**EXERCISE PROMPT:** The whole of the data is to be duplicated precisely.

▬▬▬▬▬▬

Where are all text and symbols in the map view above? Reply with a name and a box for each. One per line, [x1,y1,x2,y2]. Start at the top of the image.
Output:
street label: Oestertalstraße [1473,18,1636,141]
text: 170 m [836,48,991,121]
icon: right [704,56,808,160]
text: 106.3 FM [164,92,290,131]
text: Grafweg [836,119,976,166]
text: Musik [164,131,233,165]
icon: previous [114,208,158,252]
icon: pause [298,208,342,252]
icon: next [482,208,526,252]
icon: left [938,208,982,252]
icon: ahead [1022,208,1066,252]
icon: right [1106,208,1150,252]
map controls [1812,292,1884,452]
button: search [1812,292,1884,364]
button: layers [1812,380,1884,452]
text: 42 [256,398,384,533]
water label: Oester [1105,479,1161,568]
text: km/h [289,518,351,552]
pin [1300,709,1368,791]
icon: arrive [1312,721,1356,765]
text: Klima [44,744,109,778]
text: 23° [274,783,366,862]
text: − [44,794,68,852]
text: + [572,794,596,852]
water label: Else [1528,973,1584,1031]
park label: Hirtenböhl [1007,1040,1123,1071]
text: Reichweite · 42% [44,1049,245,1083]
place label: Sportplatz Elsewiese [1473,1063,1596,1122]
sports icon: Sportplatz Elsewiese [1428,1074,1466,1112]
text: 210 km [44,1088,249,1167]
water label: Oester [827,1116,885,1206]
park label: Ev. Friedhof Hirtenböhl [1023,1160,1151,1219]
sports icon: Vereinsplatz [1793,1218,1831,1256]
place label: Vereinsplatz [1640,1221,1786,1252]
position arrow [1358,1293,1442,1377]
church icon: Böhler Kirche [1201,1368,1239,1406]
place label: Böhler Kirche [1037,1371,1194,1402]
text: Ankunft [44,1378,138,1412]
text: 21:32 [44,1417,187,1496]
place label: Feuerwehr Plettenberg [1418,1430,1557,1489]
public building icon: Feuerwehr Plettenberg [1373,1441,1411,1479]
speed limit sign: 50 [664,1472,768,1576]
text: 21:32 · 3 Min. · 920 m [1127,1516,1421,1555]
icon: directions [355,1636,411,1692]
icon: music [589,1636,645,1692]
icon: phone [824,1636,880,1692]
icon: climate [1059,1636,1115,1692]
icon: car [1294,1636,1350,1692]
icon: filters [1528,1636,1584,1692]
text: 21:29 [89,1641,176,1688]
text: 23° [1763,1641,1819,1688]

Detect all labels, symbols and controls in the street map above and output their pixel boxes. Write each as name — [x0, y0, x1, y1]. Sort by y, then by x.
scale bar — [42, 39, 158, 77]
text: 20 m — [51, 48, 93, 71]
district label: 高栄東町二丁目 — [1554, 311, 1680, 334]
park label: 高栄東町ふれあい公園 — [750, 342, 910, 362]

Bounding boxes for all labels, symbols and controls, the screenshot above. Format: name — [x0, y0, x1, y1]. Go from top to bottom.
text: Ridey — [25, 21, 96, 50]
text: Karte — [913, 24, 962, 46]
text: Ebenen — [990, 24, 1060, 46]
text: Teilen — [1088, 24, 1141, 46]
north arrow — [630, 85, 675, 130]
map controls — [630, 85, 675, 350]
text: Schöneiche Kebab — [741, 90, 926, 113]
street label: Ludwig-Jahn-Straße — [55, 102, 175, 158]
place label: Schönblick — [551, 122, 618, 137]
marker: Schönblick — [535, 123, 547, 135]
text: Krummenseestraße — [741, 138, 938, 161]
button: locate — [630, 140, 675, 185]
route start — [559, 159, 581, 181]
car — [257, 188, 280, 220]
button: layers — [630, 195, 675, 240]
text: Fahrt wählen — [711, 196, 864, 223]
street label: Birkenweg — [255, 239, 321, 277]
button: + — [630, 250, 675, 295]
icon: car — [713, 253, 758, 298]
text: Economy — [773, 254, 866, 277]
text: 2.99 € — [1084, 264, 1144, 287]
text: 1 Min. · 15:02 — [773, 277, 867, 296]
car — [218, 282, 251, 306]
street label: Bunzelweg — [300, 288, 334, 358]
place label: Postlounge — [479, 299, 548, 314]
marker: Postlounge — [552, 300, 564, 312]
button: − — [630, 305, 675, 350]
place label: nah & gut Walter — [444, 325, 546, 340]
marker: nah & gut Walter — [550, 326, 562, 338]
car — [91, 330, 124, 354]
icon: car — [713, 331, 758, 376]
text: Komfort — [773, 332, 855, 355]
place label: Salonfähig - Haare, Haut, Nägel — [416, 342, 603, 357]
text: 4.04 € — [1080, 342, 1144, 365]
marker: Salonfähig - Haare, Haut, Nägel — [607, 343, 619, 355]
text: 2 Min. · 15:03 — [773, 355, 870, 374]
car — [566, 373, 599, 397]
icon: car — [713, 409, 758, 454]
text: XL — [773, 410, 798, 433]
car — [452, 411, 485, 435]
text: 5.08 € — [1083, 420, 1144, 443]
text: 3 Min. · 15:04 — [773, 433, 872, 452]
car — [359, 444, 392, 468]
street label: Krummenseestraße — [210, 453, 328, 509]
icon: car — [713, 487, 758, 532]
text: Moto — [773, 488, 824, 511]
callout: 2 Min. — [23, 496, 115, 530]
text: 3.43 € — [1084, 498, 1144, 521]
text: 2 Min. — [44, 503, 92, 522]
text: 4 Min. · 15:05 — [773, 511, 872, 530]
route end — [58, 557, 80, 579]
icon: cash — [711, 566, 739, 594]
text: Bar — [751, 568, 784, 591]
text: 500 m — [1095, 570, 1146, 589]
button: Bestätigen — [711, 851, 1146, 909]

▬▬▬▬▬▬

**WRITTEN REPLY:**
Where are all text and symbols in the map view above? Reply with a name and a box for each. One per line, [x1,y1,x2,y2]. Start at the top of the image.
Output:
street label: Oestertalstraße [1473,18,1636,141]
text: 170 m [836,48,991,121]
icon: right [704,56,808,160]
text: 106.3 FM [164,92,290,131]
text: Grafweg [836,119,976,166]
text: Musik [164,131,233,165]
icon: previous [114,208,158,252]
icon: pause [298,208,342,252]
icon: next [482,208,526,252]
icon: left [938,208,982,252]
icon: ahead [1022,208,1066,252]
icon: right [1106,208,1150,252]
map controls [1812,292,1884,452]
button: search [1812,292,1884,364]
button: layers [1812,380,1884,452]
text: 42 [256,398,384,533]
water label: Oester [1105,479,1161,568]
text: km/h [289,518,351,552]
pin [1300,709,1368,791]
icon: arrive [1312,721,1356,765]
text: Klima [44,744,109,778]
text: 23° [274,783,366,862]
text: − [44,794,68,852]
text: + [572,794,596,852]
water label: Else [1528,973,1584,1031]
park label: Hirtenböhl [1007,1040,1123,1071]
text: Reichweite · 42% [44,1049,245,1083]
place label: Sportplatz Elsewiese [1473,1063,1596,1122]
sports icon: Sportplatz Elsewiese [1428,1074,1466,1112]
text: 210 km [44,1088,249,1167]
water label: Oester [827,1116,885,1206]
park label: Ev. Friedhof Hirtenböhl [1023,1160,1151,1219]
sports icon: Vereinsplatz [1793,1218,1831,1256]
place label: Vereinsplatz [1640,1221,1786,1252]
position arrow [1358,1293,1442,1377]
church icon: Böhler Kirche [1201,1368,1239,1406]
place label: Böhler Kirche [1037,1371,1194,1402]
text: Ankunft [44,1378,138,1412]
text: 21:32 [44,1417,187,1496]
place label: Feuerwehr Plettenberg [1418,1430,1557,1489]
public building icon: Feuerwehr Plettenberg [1373,1441,1411,1479]
speed limit sign: 50 [664,1472,768,1576]
text: 21:32 · 3 Min. · 920 m [1127,1516,1421,1555]
icon: directions [355,1636,411,1692]
icon: music [589,1636,645,1692]
icon: phone [824,1636,880,1692]
icon: climate [1059,1636,1115,1692]
icon: car [1294,1636,1350,1692]
icon: filters [1528,1636,1584,1692]
text: 21:29 [89,1641,176,1688]
text: 23° [1763,1641,1819,1688]

Detect all labels, symbols and controls in the street map above and output their pixel boxes. Write each as name — [x0, y0, x1, y1]. Sort by y, then by x.
scale bar — [42, 39, 158, 77]
text: 20 m — [51, 48, 93, 71]
district label: 高栄東町二丁目 — [1554, 311, 1680, 334]
park label: 高栄東町ふれあい公園 — [750, 342, 910, 362]

Bounding boxes for all labels, symbols and controls, the screenshot above. Format: name — [x0, y0, x1, y1]. Go from top to bottom.
text: Ridey — [25, 21, 96, 50]
text: Karte — [913, 24, 962, 46]
text: Ebenen — [990, 24, 1060, 46]
text: Teilen — [1088, 24, 1141, 46]
north arrow — [630, 85, 675, 130]
map controls — [630, 85, 675, 350]
text: Schöneiche Kebab — [741, 90, 926, 113]
street label: Ludwig-Jahn-Straße — [55, 102, 175, 158]
place label: Schönblick — [551, 122, 618, 137]
marker: Schönblick — [535, 123, 547, 135]
text: Krummenseestraße — [741, 138, 938, 161]
button: locate — [630, 140, 675, 185]
route start — [559, 159, 581, 181]
car — [257, 188, 280, 220]
button: layers — [630, 195, 675, 240]
text: Fahrt wählen — [711, 196, 864, 223]
street label: Birkenweg — [255, 239, 321, 277]
button: + — [630, 250, 675, 295]
icon: car — [713, 253, 758, 298]
text: Economy — [773, 254, 866, 277]
text: 2.99 € — [1084, 264, 1144, 287]
text: 1 Min. · 15:02 — [773, 277, 867, 296]
car — [218, 282, 251, 306]
street label: Bunzelweg — [300, 288, 334, 358]
place label: Postlounge — [479, 299, 548, 314]
marker: Postlounge — [552, 300, 564, 312]
button: − — [630, 305, 675, 350]
place label: nah & gut Walter — [444, 325, 546, 340]
marker: nah & gut Walter — [550, 326, 562, 338]
car — [91, 330, 124, 354]
icon: car — [713, 331, 758, 376]
text: Komfort — [773, 332, 855, 355]
place label: Salonfähig - Haare, Haut, Nägel — [416, 342, 603, 357]
text: 4.04 € — [1080, 342, 1144, 365]
marker: Salonfähig - Haare, Haut, Nägel — [607, 343, 619, 355]
text: 2 Min. · 15:03 — [773, 355, 870, 374]
car — [566, 373, 599, 397]
icon: car — [713, 409, 758, 454]
text: XL — [773, 410, 798, 433]
car — [452, 411, 485, 435]
text: 5.08 € — [1083, 420, 1144, 443]
text: 3 Min. · 15:04 — [773, 433, 872, 452]
car — [359, 444, 392, 468]
street label: Krummenseestraße — [210, 453, 328, 509]
icon: car — [713, 487, 758, 532]
text: Moto — [773, 488, 824, 511]
callout: 2 Min. — [23, 496, 115, 530]
text: 3.43 € — [1084, 498, 1144, 521]
text: 2 Min. — [44, 503, 92, 522]
text: 4 Min. · 15:05 — [773, 511, 872, 530]
route end — [58, 557, 80, 579]
icon: cash — [711, 566, 739, 594]
text: Bar — [751, 568, 784, 591]
text: 500 m — [1095, 570, 1146, 589]
button: Bestätigen — [711, 851, 1146, 909]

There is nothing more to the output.